> _Stored data entries_

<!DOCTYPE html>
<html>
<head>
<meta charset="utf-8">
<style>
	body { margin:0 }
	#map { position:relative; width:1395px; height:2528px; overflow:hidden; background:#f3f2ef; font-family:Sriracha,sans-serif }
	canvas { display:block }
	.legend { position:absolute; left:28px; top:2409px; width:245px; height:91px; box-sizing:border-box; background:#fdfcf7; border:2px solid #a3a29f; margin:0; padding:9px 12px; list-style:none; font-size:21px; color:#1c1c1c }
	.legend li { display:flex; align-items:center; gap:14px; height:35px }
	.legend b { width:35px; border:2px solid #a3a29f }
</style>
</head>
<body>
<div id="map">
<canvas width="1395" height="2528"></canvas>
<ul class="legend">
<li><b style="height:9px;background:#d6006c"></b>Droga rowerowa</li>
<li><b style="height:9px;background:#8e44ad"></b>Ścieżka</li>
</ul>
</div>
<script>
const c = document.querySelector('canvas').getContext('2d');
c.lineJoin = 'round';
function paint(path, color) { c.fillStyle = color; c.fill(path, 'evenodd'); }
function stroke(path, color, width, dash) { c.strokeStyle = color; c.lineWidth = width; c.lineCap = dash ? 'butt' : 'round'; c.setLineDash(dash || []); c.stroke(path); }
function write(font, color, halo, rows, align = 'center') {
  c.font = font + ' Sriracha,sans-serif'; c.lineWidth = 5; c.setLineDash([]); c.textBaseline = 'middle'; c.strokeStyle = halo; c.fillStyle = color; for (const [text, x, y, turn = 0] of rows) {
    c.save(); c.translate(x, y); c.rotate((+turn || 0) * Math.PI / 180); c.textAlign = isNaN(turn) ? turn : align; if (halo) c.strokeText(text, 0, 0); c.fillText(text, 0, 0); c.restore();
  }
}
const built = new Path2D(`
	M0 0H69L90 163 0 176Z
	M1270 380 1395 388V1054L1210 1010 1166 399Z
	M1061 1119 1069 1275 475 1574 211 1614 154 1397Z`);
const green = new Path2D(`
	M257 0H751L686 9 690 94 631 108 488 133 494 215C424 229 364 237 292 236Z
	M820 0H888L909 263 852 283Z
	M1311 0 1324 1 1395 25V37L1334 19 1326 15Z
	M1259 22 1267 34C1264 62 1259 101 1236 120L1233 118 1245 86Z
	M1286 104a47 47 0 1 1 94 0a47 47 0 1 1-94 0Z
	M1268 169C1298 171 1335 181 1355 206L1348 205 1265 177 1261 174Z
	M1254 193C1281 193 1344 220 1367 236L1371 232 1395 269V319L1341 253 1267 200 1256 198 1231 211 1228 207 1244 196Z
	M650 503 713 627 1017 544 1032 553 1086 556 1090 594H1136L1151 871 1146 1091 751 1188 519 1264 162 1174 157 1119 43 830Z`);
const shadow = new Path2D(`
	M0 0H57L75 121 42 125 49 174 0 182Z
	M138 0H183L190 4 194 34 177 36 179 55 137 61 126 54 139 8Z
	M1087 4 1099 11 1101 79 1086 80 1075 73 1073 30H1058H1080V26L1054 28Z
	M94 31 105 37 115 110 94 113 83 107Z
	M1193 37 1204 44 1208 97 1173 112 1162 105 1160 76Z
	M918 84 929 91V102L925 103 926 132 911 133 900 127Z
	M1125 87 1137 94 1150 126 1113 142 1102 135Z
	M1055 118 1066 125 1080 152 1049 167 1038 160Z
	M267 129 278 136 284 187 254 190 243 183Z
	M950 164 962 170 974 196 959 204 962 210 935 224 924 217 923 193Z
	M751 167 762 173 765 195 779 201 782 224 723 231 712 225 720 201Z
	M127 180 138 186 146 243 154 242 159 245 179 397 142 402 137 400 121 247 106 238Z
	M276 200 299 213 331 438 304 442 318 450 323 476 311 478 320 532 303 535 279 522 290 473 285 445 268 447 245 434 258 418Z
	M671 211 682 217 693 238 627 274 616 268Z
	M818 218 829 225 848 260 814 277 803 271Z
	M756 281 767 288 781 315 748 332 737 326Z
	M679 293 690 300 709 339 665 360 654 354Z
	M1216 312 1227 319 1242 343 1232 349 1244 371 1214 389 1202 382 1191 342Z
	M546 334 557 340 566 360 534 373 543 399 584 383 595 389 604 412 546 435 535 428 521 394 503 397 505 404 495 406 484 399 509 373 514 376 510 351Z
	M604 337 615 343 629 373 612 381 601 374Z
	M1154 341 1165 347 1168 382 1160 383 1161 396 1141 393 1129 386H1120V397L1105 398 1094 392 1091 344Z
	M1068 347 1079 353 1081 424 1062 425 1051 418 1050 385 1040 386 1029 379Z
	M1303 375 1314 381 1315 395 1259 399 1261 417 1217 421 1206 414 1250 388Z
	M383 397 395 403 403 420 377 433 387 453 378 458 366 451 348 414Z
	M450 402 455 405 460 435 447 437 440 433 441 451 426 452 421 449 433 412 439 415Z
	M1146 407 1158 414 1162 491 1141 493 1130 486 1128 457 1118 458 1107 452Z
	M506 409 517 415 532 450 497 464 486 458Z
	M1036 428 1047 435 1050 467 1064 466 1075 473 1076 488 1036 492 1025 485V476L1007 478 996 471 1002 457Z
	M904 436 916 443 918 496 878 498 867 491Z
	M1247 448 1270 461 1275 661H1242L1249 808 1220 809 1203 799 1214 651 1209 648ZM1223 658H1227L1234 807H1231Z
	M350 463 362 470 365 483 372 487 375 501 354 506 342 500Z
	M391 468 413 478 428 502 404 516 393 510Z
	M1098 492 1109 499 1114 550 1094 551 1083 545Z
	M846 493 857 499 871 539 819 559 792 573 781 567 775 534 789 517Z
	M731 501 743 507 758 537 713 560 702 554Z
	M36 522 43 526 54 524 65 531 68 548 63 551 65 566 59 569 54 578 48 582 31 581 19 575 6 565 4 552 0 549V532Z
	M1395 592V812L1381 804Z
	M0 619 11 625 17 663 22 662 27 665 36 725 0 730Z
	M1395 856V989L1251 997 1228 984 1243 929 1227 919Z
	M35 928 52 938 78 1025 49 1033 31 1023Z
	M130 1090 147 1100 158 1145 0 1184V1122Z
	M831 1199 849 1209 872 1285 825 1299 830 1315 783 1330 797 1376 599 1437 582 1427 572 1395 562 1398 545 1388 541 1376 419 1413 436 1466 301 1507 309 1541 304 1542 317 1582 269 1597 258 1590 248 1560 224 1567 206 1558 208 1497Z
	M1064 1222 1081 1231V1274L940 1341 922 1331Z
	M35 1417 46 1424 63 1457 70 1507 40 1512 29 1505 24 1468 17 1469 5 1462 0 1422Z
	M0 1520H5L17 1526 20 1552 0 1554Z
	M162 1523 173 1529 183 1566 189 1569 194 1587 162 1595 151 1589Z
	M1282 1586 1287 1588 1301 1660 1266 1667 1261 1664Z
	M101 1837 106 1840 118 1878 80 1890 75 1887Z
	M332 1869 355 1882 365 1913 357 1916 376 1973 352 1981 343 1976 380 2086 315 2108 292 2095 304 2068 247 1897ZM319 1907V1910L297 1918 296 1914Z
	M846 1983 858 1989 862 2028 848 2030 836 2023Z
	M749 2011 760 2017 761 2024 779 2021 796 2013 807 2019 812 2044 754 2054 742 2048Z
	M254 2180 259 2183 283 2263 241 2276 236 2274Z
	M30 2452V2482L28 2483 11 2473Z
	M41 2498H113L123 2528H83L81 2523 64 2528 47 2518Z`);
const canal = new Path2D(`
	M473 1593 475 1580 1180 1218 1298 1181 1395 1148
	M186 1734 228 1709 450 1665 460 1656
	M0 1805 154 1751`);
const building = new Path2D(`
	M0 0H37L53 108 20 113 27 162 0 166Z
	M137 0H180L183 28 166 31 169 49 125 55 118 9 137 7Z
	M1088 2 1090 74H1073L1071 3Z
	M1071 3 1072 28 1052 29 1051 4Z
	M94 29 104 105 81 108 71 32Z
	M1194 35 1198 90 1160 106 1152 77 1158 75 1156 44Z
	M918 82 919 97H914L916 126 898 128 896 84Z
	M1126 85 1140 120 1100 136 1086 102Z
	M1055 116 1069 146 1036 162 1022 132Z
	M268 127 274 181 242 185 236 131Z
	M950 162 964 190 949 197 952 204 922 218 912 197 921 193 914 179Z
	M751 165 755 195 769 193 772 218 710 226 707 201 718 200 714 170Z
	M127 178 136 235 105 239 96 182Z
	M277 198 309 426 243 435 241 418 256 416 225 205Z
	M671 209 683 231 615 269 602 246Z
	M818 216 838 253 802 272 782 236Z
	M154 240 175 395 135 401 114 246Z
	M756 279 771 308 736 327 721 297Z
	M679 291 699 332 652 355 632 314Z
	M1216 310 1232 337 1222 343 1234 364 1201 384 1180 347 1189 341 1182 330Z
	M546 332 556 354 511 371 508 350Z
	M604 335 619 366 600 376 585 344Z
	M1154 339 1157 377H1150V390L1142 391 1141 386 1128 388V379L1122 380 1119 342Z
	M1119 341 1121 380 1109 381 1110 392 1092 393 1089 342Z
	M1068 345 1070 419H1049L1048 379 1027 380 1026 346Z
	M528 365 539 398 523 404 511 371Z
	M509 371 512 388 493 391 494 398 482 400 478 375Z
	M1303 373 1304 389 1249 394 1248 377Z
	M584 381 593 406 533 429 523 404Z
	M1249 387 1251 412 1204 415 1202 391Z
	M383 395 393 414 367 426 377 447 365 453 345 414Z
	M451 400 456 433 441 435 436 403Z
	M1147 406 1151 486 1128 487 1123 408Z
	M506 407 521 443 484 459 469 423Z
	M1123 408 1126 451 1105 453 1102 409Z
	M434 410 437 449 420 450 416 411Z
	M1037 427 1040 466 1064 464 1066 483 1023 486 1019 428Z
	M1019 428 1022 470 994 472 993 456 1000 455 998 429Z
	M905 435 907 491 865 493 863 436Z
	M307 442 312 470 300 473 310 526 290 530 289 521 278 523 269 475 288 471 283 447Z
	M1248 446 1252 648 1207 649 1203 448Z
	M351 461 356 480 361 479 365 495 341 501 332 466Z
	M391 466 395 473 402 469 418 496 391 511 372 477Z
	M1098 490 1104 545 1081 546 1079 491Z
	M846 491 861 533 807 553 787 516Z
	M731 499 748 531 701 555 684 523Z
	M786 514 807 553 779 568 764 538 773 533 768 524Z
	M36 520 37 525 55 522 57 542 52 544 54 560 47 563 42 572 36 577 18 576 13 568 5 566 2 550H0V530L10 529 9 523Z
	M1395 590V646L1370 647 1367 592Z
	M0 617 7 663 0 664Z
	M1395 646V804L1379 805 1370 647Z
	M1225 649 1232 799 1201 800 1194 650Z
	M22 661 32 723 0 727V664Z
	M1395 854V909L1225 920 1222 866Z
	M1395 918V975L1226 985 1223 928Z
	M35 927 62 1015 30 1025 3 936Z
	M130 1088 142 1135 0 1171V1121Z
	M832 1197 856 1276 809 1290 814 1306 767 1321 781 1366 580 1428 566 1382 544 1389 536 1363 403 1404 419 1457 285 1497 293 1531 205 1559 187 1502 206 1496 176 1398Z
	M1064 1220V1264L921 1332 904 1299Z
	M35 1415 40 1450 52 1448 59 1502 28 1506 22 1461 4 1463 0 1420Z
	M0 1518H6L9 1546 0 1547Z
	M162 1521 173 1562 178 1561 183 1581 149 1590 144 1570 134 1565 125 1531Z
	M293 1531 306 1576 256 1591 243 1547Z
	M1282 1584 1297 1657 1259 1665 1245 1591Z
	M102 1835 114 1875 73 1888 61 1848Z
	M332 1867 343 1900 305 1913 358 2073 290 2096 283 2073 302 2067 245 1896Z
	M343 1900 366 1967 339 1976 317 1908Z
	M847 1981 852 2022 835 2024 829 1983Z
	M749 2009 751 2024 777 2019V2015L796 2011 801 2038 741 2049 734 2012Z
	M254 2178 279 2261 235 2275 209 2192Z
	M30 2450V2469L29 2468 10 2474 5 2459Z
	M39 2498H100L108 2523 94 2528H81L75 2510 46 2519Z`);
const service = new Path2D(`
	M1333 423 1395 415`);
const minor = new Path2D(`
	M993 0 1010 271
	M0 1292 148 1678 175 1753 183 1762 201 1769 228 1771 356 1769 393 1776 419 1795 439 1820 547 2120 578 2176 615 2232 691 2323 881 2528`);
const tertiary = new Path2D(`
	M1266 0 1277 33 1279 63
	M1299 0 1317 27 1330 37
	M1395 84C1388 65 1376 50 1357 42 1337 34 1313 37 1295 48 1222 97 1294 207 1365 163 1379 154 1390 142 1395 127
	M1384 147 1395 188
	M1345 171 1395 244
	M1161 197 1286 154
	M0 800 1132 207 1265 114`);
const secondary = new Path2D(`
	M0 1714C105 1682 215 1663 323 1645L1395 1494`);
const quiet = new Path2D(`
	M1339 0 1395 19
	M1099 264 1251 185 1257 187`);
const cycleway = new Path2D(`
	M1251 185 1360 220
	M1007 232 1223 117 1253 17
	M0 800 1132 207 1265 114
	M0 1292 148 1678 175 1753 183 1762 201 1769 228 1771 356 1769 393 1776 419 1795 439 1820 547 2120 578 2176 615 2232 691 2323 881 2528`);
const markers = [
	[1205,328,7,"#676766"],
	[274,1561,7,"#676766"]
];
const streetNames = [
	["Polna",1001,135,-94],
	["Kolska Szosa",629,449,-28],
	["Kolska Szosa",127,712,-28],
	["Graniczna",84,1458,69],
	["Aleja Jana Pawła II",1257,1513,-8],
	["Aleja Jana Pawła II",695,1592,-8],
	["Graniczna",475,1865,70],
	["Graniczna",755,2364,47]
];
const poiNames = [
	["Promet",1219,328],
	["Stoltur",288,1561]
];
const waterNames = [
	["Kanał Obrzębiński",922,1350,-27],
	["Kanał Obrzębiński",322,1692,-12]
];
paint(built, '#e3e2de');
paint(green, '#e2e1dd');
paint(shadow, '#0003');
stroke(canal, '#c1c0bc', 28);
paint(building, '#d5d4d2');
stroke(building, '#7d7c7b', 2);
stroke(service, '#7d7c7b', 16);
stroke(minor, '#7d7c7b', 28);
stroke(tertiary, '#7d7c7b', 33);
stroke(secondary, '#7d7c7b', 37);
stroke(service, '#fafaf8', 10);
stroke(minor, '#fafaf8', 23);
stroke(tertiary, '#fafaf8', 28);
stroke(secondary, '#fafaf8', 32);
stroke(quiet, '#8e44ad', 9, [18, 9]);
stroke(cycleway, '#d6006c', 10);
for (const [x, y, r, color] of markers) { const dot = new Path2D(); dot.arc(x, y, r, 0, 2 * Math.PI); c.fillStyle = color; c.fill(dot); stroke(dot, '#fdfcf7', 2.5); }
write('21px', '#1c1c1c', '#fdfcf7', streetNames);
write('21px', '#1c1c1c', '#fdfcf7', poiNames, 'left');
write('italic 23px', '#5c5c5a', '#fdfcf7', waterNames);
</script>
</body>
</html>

> _Exercise details_
From the data above, copy out every line with the string "align" in it.

> _Solved exercise_
	.legend li { display:flex; align-items:center; gap:14px; height:35px }
function write(font, color, halo, rows, align = 'center') {
    c.save(); c.translate(x, y); c.rotate((+turn || 0) * Math.PI / 180); c.textAlign = isNaN(turn) ? turn : align; if (halo) c.strokeText(text, 0, 0); c.fillText(text, 0, 0); c.restore();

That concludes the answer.